Collected data:

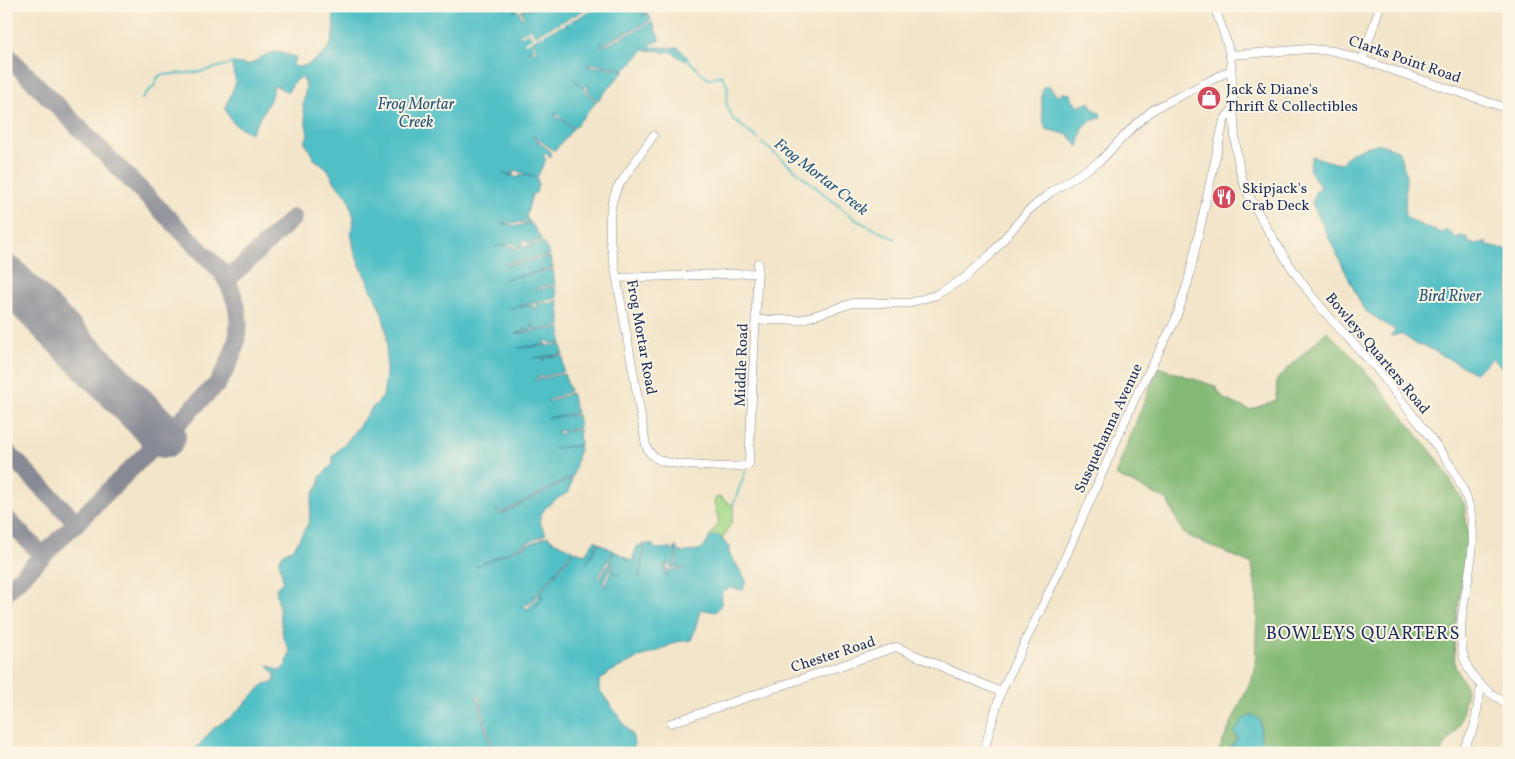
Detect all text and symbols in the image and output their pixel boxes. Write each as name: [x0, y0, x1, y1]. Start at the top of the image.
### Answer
street label: Clarks Point Road: [1345, 31, 1464, 89]
place label: Jack & Diane's Thrift & Collectibles: [1226, 80, 1358, 118]
shop icon: Jack & Diane's Thrift & Collectibles: [1196, 85, 1222, 111]
water label: Frog Mortar Creek: [378, 94, 455, 134]
water label: Frog Mortar Creek: [769, 134, 873, 222]
place label: Skipjack's Crab Deck: [1242, 179, 1309, 217]
restaurant icon: Skipjack's Crab Deck: [1211, 184, 1237, 210]
street label: Frog Mortar Road: [620, 278, 661, 397]
water label: Bird River: [1419, 286, 1482, 308]
street label: Bowleys Quarters Road: [1320, 289, 1434, 419]
street label: Middle Road: [731, 323, 754, 407]
street label: Susquehanna Avenue: [1070, 360, 1149, 497]
district label: BOWLEYS QUARTERS: [1266, 622, 1460, 647]
street label: Chester Road: [789, 632, 878, 679]

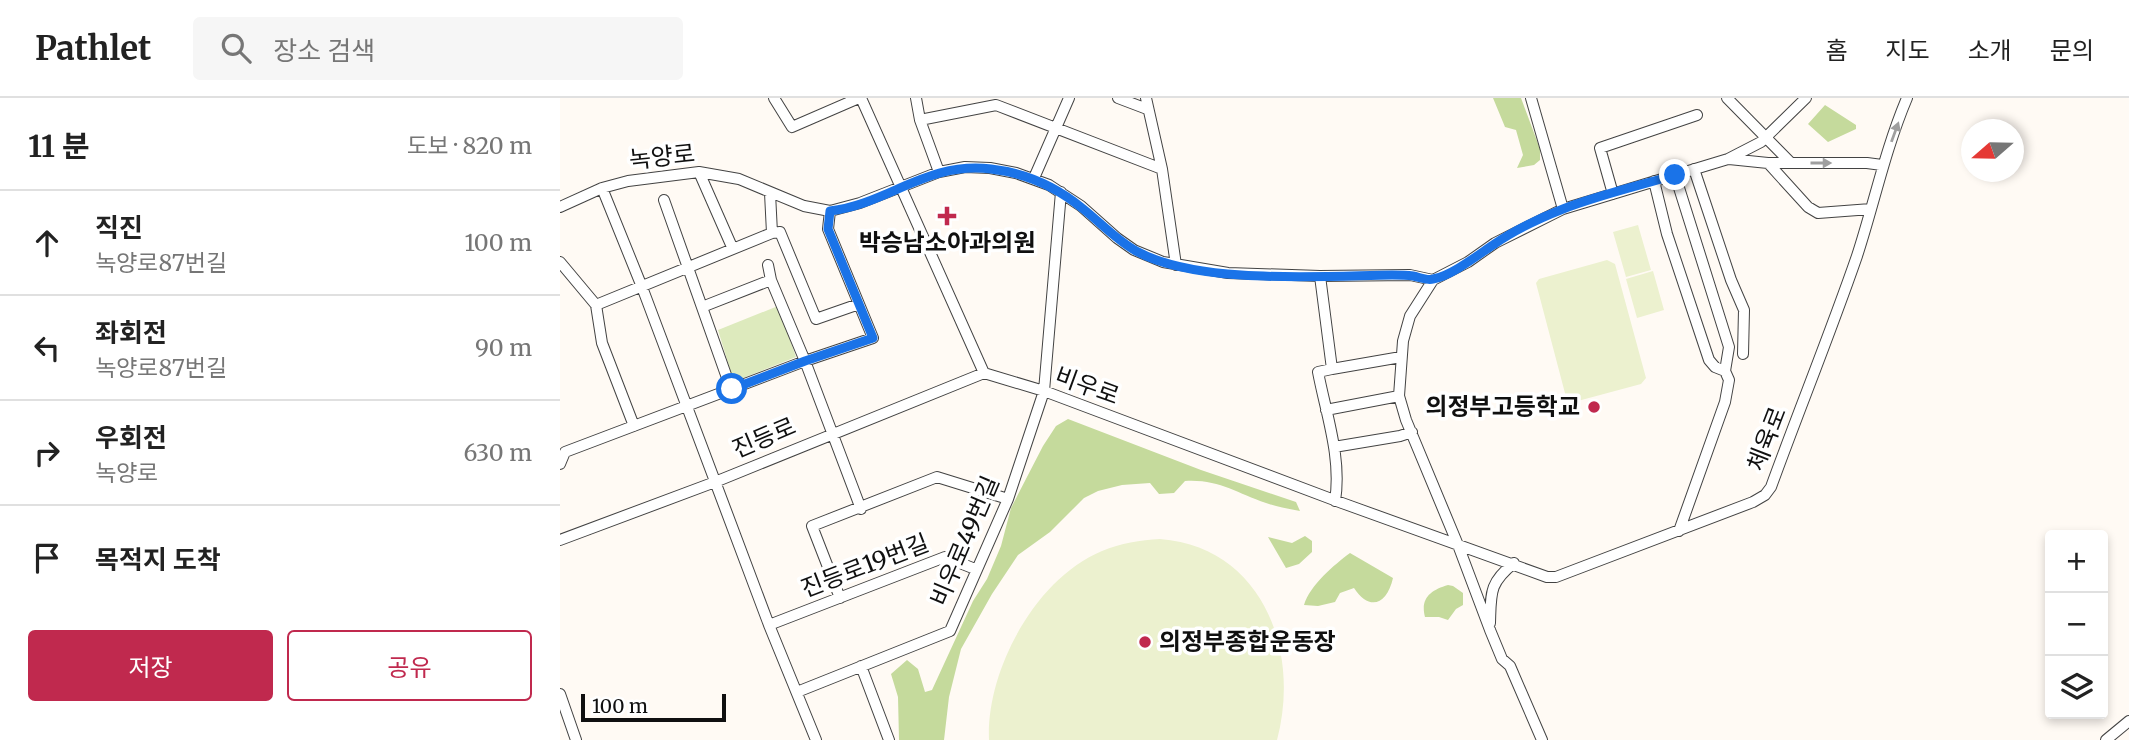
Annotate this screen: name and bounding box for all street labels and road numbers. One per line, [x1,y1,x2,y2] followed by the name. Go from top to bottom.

> What you have to do: Return all records verbatim and drop the pictures.

> Solution for this task:
Detect all text and symbols in the image and output their pixel boxes. Write each as name: [x0, y0, x1, y1]. Start at the top of the image.
### Answer
street label: Clarks Point Road: [1345, 31, 1464, 89]
place label: Jack & Diane's Thrift & Collectibles: [1226, 80, 1358, 118]
shop icon: Jack & Diane's Thrift & Collectibles: [1196, 85, 1222, 111]
water label: Frog Mortar Creek: [378, 94, 455, 134]
water label: Frog Mortar Creek: [769, 134, 873, 222]
place label: Skipjack's Crab Deck: [1242, 179, 1309, 217]
restaurant icon: Skipjack's Crab Deck: [1211, 184, 1237, 210]
street label: Frog Mortar Road: [620, 278, 661, 397]
water label: Bird River: [1419, 286, 1482, 308]
street label: Bowleys Quarters Road: [1320, 289, 1434, 419]
street label: Middle Road: [731, 323, 754, 407]
street label: Susquehanna Avenue: [1070, 360, 1149, 497]
district label: BOWLEYS QUARTERS: [1266, 622, 1460, 647]
street label: Chester Road: [789, 632, 878, 679]

Annotate this screen: name and bounding box for all street labels and road numbers. One per line, [x1,y1,x2,y2] followed by the name. Go from top to bottom.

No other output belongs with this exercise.